- [What the exercise asks]
From the first entry to the last, repeat them all exactly.

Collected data
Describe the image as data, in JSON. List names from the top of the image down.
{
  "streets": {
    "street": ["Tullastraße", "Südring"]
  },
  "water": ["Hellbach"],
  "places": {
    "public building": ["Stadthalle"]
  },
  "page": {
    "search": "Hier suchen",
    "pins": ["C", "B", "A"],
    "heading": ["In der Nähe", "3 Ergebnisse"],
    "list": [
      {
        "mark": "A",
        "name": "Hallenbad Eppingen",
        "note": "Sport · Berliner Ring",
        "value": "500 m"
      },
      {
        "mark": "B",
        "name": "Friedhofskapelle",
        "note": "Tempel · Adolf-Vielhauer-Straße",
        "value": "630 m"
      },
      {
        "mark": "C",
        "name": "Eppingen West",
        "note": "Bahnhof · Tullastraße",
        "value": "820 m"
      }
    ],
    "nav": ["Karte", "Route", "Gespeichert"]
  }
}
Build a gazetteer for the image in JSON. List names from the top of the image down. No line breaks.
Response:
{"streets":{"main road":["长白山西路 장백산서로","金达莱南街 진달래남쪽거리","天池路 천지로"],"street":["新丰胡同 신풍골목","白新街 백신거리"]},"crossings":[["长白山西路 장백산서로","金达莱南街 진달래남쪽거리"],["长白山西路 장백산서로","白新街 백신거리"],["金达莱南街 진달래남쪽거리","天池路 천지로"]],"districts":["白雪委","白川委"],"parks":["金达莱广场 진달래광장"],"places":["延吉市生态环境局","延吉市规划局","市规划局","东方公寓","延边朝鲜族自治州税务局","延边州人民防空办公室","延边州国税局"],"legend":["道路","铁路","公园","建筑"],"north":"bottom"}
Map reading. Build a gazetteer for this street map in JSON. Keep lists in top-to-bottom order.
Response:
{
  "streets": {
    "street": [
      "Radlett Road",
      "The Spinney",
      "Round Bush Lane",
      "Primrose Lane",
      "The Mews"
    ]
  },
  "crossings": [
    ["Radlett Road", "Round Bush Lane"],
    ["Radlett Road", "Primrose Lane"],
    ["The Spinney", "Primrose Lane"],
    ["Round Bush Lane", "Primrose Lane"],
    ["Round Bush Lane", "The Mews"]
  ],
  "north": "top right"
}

- [The answer]
Describe the image as data, in JSON. List names from the top of the image down.
{
  "streets": {
    "street": ["Tullastraße", "Südring"]
  },
  "water": ["Hellbach"],
  "places": {
    "public building": ["Stadthalle"]
  },
  "page": {
    "search": "Hier suchen",
    "pins": ["C", "B", "A"],
    "heading": ["In der Nähe", "3 Ergebnisse"],
    "list": [
      {
        "mark": "A",
        "name": "Hallenbad Eppingen",
        "note": "Sport · Berliner Ring",
        "value": "500 m"
      },
      {
        "mark": "B",
        "name": "Friedhofskapelle",
        "note": "Tempel · Adolf-Vielhauer-Straße",
        "value": "630 m"
      },
      {
        "mark": "C",
        "name": "Eppingen West",
        "note": "Bahnhof · Tullastraße",
        "value": "820 m"
      }
    ],
    "nav": ["Karte", "Route", "Gespeichert"]
  }
}
Build a gazetteer for the image in JSON. List names from the top of the image down. No line breaks.
Response:
{"streets":{"main road":["长白山西路 장백산서로","金达莱南街 진달래남쪽거리","天池路 천지로"],"street":["新丰胡同 신풍골목","白新街 백신거리"]},"crossings":[["长白山西路 장백산서로","金达莱南街 진달래남쪽거리"],["长白山西路 장백산서로","白新街 백신거리"],["金达莱南街 진달래남쪽거리","天池路 천지로"]],"districts":["白雪委","白川委"],"parks":["金达莱广场 진달래광장"],"places":["延吉市生态环境局","延吉市规划局","市规划局","东方公寓","延边朝鲜族自治州税务局","延边州人民防空办公室","延边州国税局"],"legend":["道路","铁路","公园","建筑"],"north":"bottom"}
Map reading. Build a gazetteer for this street map in JSON. Keep lists in top-to-bottom order.
Response:
{
  "streets": {
    "street": [
      "Radlett Road",
      "The Spinney",
      "Round Bush Lane",
      "Primrose Lane",
      "The Mews"
    ]
  },
  "crossings": [
    ["Radlett Road", "Round Bush Lane"],
    ["Radlett Road", "Primrose Lane"],
    ["The Spinney", "Primrose Lane"],
    ["Round Bush Lane", "Primrose Lane"],
    ["Round Bush Lane", "The Mews"]
  ],
  "north": "top right"
}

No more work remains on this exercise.